Coleys Charaktere stehen dem in nichts nach. Die Handlung konzentriert sich hauptsächlich auf Holden und Miller. Mille ist ein leicht depressiver, ziemlich abgestumpfter Cop, der sein Leben lang für private Sicherheitsdienste gearbeitet hat. Er sieht die Welt ausgesprochen realistisch, was man von Holden nicht behaupten kann. Zwar diente dieser einst in den Streitkräften der Erde, doch geriet er dort rasch in Konflikt mit seinen Vorgesetzten. Den Grund kann man sich leicht vorstellen: Holden ist ein absoluter Idealist. Das löst den Kernkonflikt in dem Roman aus: Denn Holden glaubt daran, dass die Menschheit ein Anrecht auf Transparenz hat. Unfreiwillig verschärft er durch die Informationen, die er immer wieder weitergibt den Konflikt zwischen den verschiedenen Fraktionen der Menschheit. Beide Charaktere bleiben aber nicht das stereotype Bild, das hier gezeichnet wird.
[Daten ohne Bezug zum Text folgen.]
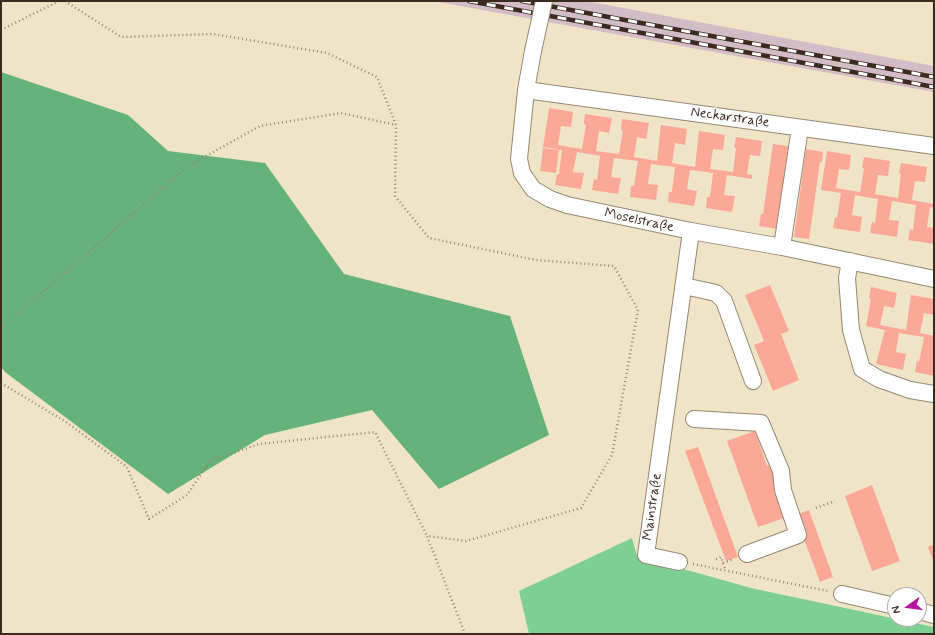 <!DOCTYPE html>
<meta charset="utf-8">
<style>
body{margin:0}
#map{position:relative;width:935px;height:635px;overflow:hidden;background:#f0e4c7;font-family:Mynerve,sans-serif}
canvas{display:block}
.frame{position:absolute;inset:0;border:2px solid #3b2a1e;pointer-events:none}
.north{position:absolute;left:887px;top:587px;width:40px;height:40px;box-sizing:border-box;background:#fff;border:1px solid #b1aaa5;border-radius:50%;rotate:256deg;font-size:11px;font-weight:700;line-height:16px;text-align:center;color:#3b2a1e}
.north::after{content:'';display:block;margin:auto;width:14px;height:18px;background:#b5179e;clip-path:polygon(50% 0,100% 100%,50% 72%,0 100%)}
</style>
<div id="map">
<canvas width="935" height="635"></canvas>
<div class="frame"></div>
<div class="north">N</div>
</div>
<script>
const context = document.querySelector('canvas').getContext('2d');
context.lineJoin = 'round';
function paint(path, color) { context.fillStyle = color; context.fill(path, 'evenodd'); }
const toPath = rows => new Path2D(rows.map(r => 'M' + r).join(''));
function trace(path, color, width, dash) { context.strokeStyle = color; context.lineWidth = width; context.lineCap = dash ? 'butt' : 'round'; context.setLineDash(dash || []); context.stroke(path); }
function write(font, color, halo, rows, align = 'center') {
  context.font = font + ' Mynerve,sans-serif'; context.lineWidth = 3; context.setLineDash([]); context.textBaseline = 'middle'; context.strokeStyle = halo; context.fillStyle = color; for (const [text, x, y, turn = 0] of rows) {
    context.save(); context.translate(x, y); context.rotate((+turn || 0) * Math.PI / 180); context.textAlign = isNaN(turn) ? turn : align; if (halo) context.strokeText(text, 0, 0); context.fillText(text, 0, 0); context.restore();
  }
}
const industrial = toPath([
 [433,1,582,1,597,3,934,66,934,92]
]);
const green = toPath([
 [632,538,637,556,751,588,934,627,934,634,529,634,519,591]
]);
const forest = toPath([
 [1,72,128,115,168,151,265,163,344,274,510,316,549,435,439,489,372,410,265,435,168,494,5,372,1,367]
]);
const building = toPath([
 [549,108,573,112,571,127,561,126,558,145,582,149,586,125,584,124,585,114,612,118,609,133,599,131,596,151,619,154,623,131,621,130,622,119,649,123,646,139,637,137,634,157,657,161,661,125,687,129,685,145,675,143,672,163,695,167,699,131,725,135,723,150,713,149,710,169,733,172,736,148,734,147,736,137,762,141,760,156,750,155,747,174,752,175,752,179,727,175,724,195,735,196,732,212,706,208,707,197,710,197,713,173,690,170,687,189,697,191,694,206,668,202,669,192,672,192,675,167,651,164,648,184,658,185,656,200,630,197,631,186,634,186,638,161,614,158,611,177,621,178,618,194,592,190,594,179,597,180,600,156,577,152,573,172,584,173,581,189,555,185,557,174,559,174,562,150,543,147],
 [773,144,788,146,777,229,759,226,761,214,763,214],
 [543,148,559,150,556,173,540,171],
 [806,149,823,152,822,162,820,162,809,239,794,237],
 [827,151,851,155,849,170,839,169,836,188,860,192,864,168,862,168,864,157,890,161,888,176,878,175,875,194,898,198,901,174,899,173,901,163,927,167,925,182,915,181,912,200,934,204,934,208,930,207,927,227,934,228,934,244,908,240,910,229,913,230,916,205,892,201,889,220,899,221,897,237,870,233,872,222,875,223,878,199,860,196,855,195,852,215,862,217,860,232,833,228,835,217,837,218,841,193,821,190],
 [770,285,789,331,781,334,799,380,773,391,754,345,764,341,745,295],
 [871,287,897,293,894,308,884,306,880,325,906,330,911,295,934,299,934,315,924,313,920,333,934,336,934,376,915,372,917,361,919,362,924,337,899,333,896,352,906,354,903,370,876,364,885,330,866,326,871,299,869,298],
 [755,431,767,466,771,465,777,481,774,482,787,517,758,527,727,441],
 [698,447,738,557,726,561,685,451],
 [872,485,900,561,872,571,845,496],
 [809,510,833,577,820,582,795,515],
 [934,544,934,563,928,547]
]);
const path = toPath([
 [65,1,121,37,213,34,327,53,377,77,396,125,395,196,429,238,536,260,614,266,638,310,612,455,581,508,466,541,427,536,465,634],
 [1,30,59,1],
 [1,328,188,166,260,126,341,113,396,125],
 [1,383,66,422,127,467,149,519,187,495,210,461,259,444,375,432,427,536],
 [816,508,835,501],
 [716,559,721,557,725,569],
 [723,563,734,559],
 [693,564,828,591]
]);
const minor = toPath([
 [533,51,526,90,519,159,522,173,533,189,550,199,567,205,691,231,782,247,934,279],
 [526,90,934,146],
 [782,247,800,128],
 [850,261,847,278,851,330,862,369,879,379,910,390,934,394],
 [684,286,716,293,724,301,753,381],
 [694,419,761,423,781,471,783,490,798,535,747,554],
 [679,562,646,555,691,231],
 [842,594,895,606],
 [919,611,934,615]
]);
const rail = toPath([
 [469,1,934,87],
 [522,1,934,77]
]);
const minorBridge = toPath([
 [533,51,544,1]
]);
const streetNames = [
 ["Neckarstraße",730,118,8],
 ["Moselstraße",639,221,12],
 ["Mainstraße",653,507,-82]
];
paint(industrial, '#d2bdc6');
paint(green, '#7ed092');
paint(forest, '#66b27c');
paint(building, '#fca897');
trace(minor, '#968772', 18);
trace(path, '#968772', 2.5, [1, 3]);
trace(minor, '#fff', 16);
trace(rail, '#3b2a1e', 4.5);
trace(rail, '#fff', 3, [9]);
trace(minorBridge, '#968772', 18, []);
trace(minorBridge, '#fff', 16);
write('14px', '#3b2a1e', '#fff', streetNames);
</script>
Stattdessen entdeckt Miller im Laufe der knapp 600 Seiten seinen Idealismus genau so wie seinen inneren Wahnsinn und vor allem seine Fähigkeit zur Liebe. Dem gegenüber steht bei Holden eine Entwicklung vom idealistischen Schwerenöter zum realistischen Abweger, der Verantwortung für sich und seine Crew übernehmen kann. Flankiert sind diese beiden Charakterreisen von einem gelungenen Ensemble aus Nebendarstellern, die in allen Szenen authentisch wirken und dem Leser im Verlauf der Handlung sehr ans Herz wachsen.

Diese rundum überzeugenden Elemente werden um eine atemberaubende und mitreißende Handlung ergänzt. Der Leser muss sich zusammen mit den Protagonisten in einem Dickicht an Interessen und Intrigen zurecht finden. Jede größere Macht wird mal verdächtigt, hinter den Anschlägen auf den Wasserfrachter und später auf ein marsianisches Kriegsschiff zu stecken. Doch tatsächlich entpuppt sich vieles als Scheinlösung. Coley gelingt es dabei, die ständigen Handlungswechsel und -überraschungen immer logisch erscheinen zu lassen. Außerdem schaffen es die Autoren ab der zweiten Hälfte des Romans Stück für Stück extraterrestische (bzw. Elemente von außerhalb des Sonnensystems) in die Handlung einzubauen. Das verleiht dem Roman nicht nur zu einigen schaurigen und vielen spannenden Szenen, sondern auch zu einem bewegenden Ende von geradezu poetischer Qualität.

„Leviathan Wakes“ ist damit ein rundum gelungenes, beeindruckendes Buch, das mit einem faszinierenden Setting, authentischen und differenzierten Charakteren und einer logischen und gleichzeitig ungemein spannenden Handlung fesselt. Das sorgt für eine mitreißende Lektüre, die zu keinem Zeitpunkt langweilig wird und den Leser immer wieder in Staunen versetzt.